One thing to note, as a network trains, the effect on the finished network of the early learning is diminished, it's the later learning cycles that dominate. So, it doesn't really matter that early training was on dumb data, all that matters is that the early learning generated some progress to gradually improve on. And, obviously in this case A0, it did.
> But how is it organized? He must have implemented a complex algorithm.
It's called “artificial neural networks” or “deep learning”. Look it up; there are many good tutorials and explanations on it these days, as they are wildly popular in modern AI.
> Computers can't reason based on "similiar pattern" unless you specifically program: for example: pawn storms=dangerous, space advantage etc...
This used to be true twenty years ago, but it's no longer so.
P.s.: AZ was trained for 9 hours before the final 100 game match. After 4 hours of training it reached SF8 strength. Of course this doesn't change anything.
Does AZ know the game move number in half moves? Because in that case it would know who was black, that might make a difference.
But ok, your real point: does white have 100 ELO advantage? Answer: well, according to statistics, not if you're a materialist program (as they all are) incestuously playing each other in drawish regions of the tree. Or a human. If you're a Tal style neural net, then consign all the old statistics to the dustbin of history, so it could be.
> It only started to learn chess four hours beforehand.
But then got saturated.
I think it needs a larger (more layered? whatever the right term is) NN to benefit from more hours of training. It's doable, but probably needs a redesign of some kind.
Have you tested it against Thinker 5.2 C?
BTW, it doesn't run in the CB GUI, I cannot install it somehow. So I gave up :-).
I can install it in the Fritz GUI, but it doesn't run. I guess that's what you meant.
Nobody gave you a ready formalization/algorithm of walking when you were a baby, I believe. :D
" ... of the tuning came after we added the ability to tune tables. In the DT evaluation function are a number of tables, for example the pawn advancement gradient, or the King centrality table. Instead of just making up a linear gradient, we allowed the tuning code to change the values of these table and allow more complex gradients. This resulted in some strange 3D curves that upon inspection by Murray were found to contain some known chess heuristics, which were not originally part of DT's evaluation function (for example: the pawn advancement gradient became more pronounced near the center and tapered off towards the promotion squares). "
It isn't obvious to me that this is true, though. (I am not at all an expert on how mobility is implemented in an engine, so I may well be missing something.) Suppose you're a pawn up.
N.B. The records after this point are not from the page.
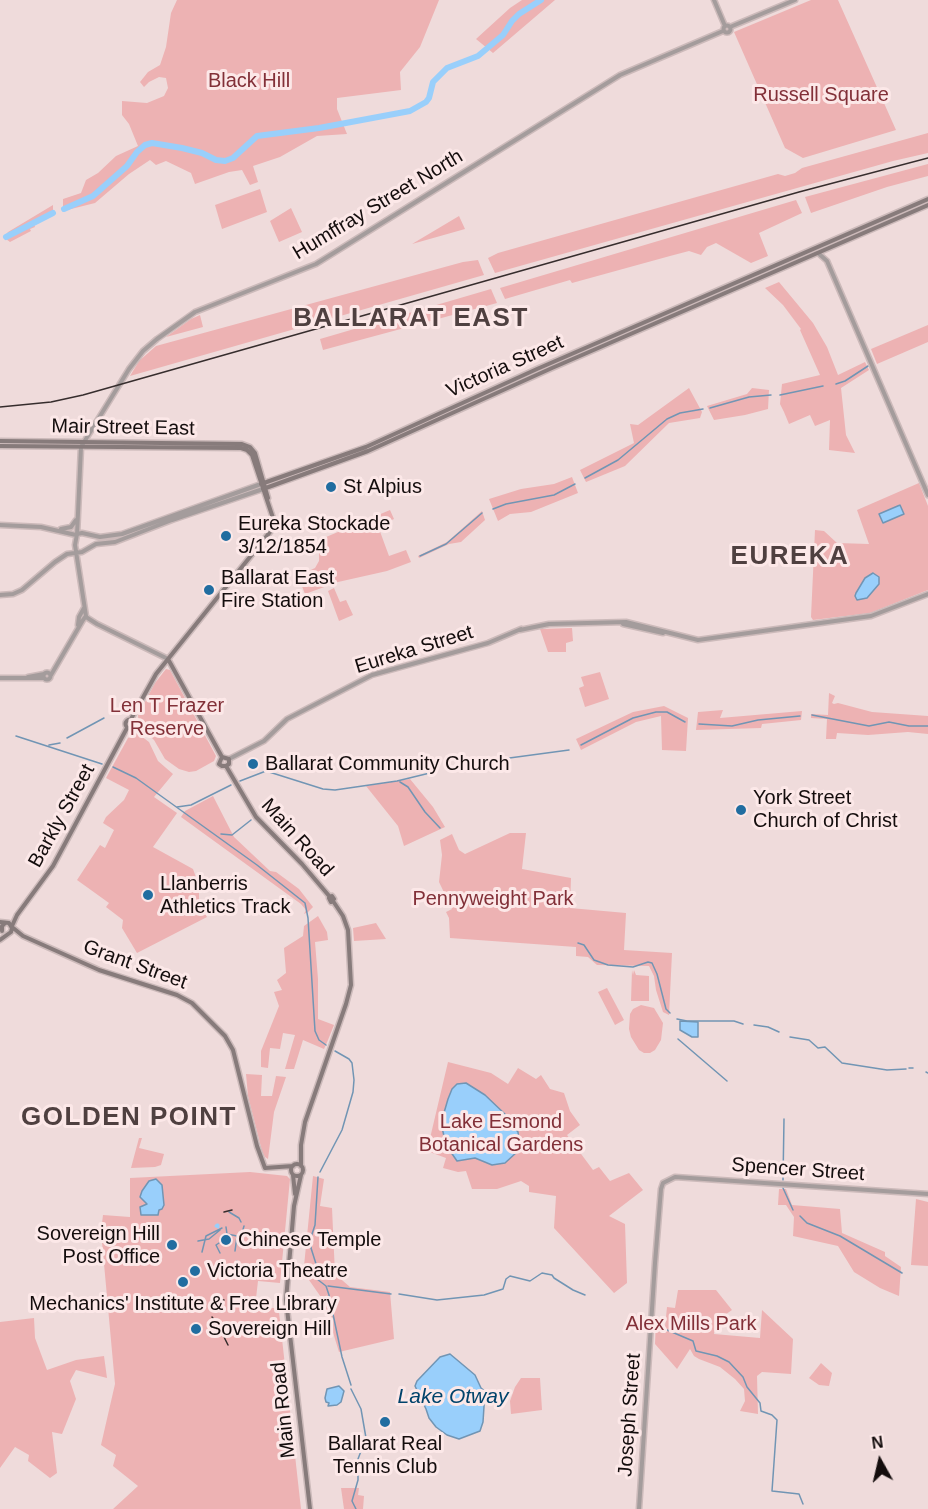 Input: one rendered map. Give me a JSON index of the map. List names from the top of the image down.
{
  "streets": {
    "main road": [
      "Victoria Street",
      "Mair Street East",
      "Barkly Street",
      "Main Road",
      "Grant Street"
    ],
    "street": [
      "Humffray Street North",
      "Eureka Street",
      "Spencer Street",
      "Joseph Street"
    ]
  },
  "crossings": [
    ["Humffray Street North", "Victoria Street"],
    ["Humffray Street North", "Mair Street East"],
    ["Victoria Street", "Mair Street East"],
    ["Eureka Street", "Main Road"],
    ["Barkly Street", "Grant Street"],
    ["Spencer Street", "Joseph Street"]
  ],
  "districts": ["BALLARAT EAST", "EUREKA", "GOLDEN POINT"],
  "water": ["Lake Otway"],
  "parks": [
    "Black Hill",
    "Russell Square",
    "Len T Frazer Reserve",
    "Pennyweight Park",
    "Lake Esmond Botanical Gardens",
    "Alex Mills Park"
  ],
  "places": [
    "St Alpius",
    "Eureka Stockade 3/12/1854",
    "Ballarat East Fire Station",
    "Ballarat Community Church",
    "York Street Church of Christ",
    "Llanberris Athletics Track",
    "Chinese Temple",
    "Sovereign Hill Post Office",
    "Victoria Theatre",
    "Mechanics' Institute & Free Library",
    "Sovereign Hill",
    "Ballarat Real Tennis Club"
  ],
  "north": "top"
}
Very often, this doesn't add much, if anything, to your mobility. But it's still really good to be a pawn up. So in these cases, mobility alone won't tell you how good your position is.
You might have the following objection: Pawns are important because they can become queens. And being a queen up really increases your mobility. If the engine is armed with a sufficiently good search, it will see that the pawn becomes a queen (or wins a piece by threatening to promote, or whatever).
My response: Sure, but if your search is good enough, you don't need any evaluation. Does that many that all evaluation terms are 'artificial constructs'?
Ok, I rephrase all the above, don't even answer it. When a strong player looks at this position, what does he say? You've probably heard the GM comment many time "what can black do?". Nothing. What can white do? Stuff. White wins. Looks like AlphaZero integrated evaluator sees this in static. Stockfish is still happy because material adds up in polynomial evaluation. Plus, added problem, the pruned search acts on material base.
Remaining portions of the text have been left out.